*TASK MATERIAL:*
------------------------------
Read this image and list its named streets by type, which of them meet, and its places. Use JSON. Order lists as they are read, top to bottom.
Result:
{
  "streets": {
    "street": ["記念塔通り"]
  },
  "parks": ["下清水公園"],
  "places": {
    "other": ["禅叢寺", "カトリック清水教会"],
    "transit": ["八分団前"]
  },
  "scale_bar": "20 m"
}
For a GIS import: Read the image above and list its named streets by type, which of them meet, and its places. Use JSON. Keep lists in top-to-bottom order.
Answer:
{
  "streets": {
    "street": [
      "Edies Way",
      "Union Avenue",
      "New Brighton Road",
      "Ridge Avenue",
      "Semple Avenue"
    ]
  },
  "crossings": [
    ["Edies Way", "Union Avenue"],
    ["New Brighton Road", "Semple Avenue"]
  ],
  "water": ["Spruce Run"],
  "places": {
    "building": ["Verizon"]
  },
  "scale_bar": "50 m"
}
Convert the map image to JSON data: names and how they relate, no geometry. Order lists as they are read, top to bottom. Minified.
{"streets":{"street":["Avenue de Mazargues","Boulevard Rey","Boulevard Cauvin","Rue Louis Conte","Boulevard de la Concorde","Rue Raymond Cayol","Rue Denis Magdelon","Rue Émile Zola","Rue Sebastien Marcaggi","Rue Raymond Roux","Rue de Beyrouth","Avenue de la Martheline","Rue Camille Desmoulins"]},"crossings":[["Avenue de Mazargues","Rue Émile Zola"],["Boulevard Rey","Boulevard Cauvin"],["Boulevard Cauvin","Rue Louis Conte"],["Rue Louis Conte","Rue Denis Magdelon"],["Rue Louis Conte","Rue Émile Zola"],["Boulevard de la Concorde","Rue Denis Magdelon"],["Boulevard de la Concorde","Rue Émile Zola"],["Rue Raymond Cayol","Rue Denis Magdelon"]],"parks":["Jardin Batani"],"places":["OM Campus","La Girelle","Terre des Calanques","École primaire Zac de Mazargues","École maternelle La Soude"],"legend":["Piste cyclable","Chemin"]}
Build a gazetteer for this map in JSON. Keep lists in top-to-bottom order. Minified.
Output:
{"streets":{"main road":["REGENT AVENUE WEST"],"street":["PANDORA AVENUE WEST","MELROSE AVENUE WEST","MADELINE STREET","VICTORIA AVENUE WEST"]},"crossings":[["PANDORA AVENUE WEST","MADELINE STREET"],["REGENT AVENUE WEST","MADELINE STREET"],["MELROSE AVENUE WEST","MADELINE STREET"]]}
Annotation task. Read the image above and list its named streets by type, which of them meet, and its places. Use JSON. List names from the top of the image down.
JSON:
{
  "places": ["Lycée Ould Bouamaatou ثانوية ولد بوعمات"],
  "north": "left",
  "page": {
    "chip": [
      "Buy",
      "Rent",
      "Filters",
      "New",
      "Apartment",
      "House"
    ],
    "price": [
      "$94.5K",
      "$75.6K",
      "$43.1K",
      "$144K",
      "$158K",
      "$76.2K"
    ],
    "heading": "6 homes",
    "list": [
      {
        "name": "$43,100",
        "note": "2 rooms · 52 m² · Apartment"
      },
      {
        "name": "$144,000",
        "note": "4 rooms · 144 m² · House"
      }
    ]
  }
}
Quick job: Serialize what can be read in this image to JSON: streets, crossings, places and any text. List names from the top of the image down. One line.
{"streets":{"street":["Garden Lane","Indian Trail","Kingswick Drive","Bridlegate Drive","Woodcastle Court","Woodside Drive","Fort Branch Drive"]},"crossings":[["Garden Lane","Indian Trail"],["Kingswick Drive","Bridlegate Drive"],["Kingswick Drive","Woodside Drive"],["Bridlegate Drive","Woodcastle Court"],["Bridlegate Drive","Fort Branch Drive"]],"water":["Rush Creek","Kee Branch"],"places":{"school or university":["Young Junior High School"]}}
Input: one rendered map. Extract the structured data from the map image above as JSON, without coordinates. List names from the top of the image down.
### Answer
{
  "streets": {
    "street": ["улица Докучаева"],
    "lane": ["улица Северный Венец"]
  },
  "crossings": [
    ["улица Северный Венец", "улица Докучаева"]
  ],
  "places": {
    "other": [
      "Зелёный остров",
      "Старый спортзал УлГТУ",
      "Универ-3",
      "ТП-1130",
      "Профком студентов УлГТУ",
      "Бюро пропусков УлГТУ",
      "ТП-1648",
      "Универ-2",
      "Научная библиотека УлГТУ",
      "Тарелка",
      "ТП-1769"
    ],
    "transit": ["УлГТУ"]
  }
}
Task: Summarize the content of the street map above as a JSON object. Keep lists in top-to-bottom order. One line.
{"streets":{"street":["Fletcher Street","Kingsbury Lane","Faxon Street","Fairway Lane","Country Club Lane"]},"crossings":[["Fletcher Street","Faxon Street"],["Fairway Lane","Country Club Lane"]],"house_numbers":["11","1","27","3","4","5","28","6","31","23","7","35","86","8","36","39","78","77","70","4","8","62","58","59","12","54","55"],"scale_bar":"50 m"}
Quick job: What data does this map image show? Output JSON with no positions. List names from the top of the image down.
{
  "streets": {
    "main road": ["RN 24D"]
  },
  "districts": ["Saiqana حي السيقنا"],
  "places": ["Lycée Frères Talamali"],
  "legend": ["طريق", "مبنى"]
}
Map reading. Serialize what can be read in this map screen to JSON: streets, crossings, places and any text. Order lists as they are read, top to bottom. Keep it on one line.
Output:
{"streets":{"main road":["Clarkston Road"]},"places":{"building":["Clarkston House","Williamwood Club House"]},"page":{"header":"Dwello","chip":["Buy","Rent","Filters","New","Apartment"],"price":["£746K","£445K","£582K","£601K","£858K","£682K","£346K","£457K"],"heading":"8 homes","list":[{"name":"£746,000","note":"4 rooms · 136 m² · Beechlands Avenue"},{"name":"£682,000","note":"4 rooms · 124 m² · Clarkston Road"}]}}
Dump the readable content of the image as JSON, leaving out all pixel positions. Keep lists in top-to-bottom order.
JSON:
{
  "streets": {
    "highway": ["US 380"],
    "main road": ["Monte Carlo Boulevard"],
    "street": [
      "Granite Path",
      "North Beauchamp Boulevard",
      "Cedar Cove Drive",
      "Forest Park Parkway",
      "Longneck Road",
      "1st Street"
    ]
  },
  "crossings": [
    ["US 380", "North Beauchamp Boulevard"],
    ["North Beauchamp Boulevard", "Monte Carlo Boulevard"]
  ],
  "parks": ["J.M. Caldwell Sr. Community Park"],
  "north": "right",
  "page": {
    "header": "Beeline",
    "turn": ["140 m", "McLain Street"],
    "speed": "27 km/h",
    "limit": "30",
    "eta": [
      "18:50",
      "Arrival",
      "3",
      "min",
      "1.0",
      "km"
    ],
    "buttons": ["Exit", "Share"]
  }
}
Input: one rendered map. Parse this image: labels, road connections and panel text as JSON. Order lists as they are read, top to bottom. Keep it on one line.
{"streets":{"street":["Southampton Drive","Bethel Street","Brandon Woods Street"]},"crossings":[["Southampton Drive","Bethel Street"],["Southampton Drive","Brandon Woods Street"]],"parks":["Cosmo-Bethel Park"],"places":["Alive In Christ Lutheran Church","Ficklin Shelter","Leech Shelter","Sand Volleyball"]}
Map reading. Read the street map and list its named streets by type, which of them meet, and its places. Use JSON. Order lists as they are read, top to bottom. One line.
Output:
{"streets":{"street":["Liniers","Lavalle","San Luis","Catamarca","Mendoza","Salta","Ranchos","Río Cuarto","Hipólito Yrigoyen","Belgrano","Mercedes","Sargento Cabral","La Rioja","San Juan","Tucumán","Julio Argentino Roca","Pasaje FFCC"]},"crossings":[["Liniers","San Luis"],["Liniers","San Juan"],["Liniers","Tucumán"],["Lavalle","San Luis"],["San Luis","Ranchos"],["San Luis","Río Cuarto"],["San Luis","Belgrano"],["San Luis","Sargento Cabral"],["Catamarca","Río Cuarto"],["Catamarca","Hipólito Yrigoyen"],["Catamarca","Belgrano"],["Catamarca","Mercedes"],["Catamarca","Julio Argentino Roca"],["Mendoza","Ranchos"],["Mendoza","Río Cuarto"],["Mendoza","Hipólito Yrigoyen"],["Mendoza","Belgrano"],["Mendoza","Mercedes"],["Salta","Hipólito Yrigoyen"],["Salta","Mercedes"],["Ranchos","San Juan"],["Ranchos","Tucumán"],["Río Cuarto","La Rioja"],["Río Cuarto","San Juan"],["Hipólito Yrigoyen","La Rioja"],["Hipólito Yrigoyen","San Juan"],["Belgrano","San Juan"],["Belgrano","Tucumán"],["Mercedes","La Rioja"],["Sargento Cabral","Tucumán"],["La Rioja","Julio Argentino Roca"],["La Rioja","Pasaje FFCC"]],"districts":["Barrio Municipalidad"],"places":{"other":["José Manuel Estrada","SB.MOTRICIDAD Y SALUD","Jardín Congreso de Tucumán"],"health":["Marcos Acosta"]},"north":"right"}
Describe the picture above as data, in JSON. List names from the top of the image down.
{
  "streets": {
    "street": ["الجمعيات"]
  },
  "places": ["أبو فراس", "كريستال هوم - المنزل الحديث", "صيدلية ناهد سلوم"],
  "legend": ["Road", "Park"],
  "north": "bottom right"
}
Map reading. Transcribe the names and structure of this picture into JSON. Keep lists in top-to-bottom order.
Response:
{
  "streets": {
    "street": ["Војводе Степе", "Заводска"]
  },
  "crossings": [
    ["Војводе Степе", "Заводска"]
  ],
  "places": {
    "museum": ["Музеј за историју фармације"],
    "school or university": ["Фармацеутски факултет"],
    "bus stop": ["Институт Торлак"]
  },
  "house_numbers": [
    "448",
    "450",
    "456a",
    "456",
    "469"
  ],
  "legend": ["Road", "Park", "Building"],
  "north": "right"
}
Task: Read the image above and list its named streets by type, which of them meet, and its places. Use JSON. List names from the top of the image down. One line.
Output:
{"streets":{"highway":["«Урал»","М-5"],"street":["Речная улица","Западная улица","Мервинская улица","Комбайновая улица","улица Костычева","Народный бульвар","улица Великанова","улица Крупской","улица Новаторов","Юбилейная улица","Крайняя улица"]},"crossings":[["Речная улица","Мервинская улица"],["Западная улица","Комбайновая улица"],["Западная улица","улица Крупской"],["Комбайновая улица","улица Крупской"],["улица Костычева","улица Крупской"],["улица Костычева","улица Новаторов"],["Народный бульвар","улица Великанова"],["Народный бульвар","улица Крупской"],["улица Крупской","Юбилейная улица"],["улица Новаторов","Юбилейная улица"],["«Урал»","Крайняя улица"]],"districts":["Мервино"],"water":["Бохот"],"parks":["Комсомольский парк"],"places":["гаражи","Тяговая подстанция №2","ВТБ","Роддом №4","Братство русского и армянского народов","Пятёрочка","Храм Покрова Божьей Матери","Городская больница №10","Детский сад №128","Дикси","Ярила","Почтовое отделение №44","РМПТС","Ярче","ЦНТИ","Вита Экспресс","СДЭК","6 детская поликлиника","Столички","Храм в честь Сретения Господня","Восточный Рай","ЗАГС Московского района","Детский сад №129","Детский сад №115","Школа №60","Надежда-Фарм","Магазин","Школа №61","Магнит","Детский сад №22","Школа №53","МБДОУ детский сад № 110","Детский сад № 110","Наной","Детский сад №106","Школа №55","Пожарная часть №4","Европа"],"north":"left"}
------------------------------
*WORK INSTRUCTIONS:*
Out of the listing above, reproduce exactly the lines from the one with "Build a gazetteer" up to and including the one with "Annotation task. Read".

*WRITTEN RESPONSE:*
Build a gazetteer for this map in JSON. Keep lists in top-to-bottom order. Minified.
Output:
{"streets":{"main road":["REGENT AVENUE WEST"],"street":["PANDORA AVENUE WEST","MELROSE AVENUE WEST","MADELINE STREET","VICTORIA AVENUE WEST"]},"crossings":[["PANDORA AVENUE WEST","MADELINE STREET"],["REGENT AVENUE WEST","MADELINE STREET"],["MELROSE AVENUE WEST","MADELINE STREET"]]}
Annotation task. Read the image above and list its named streets by type, which of them meet, and its places. Use JSON. List names from the top of the image down.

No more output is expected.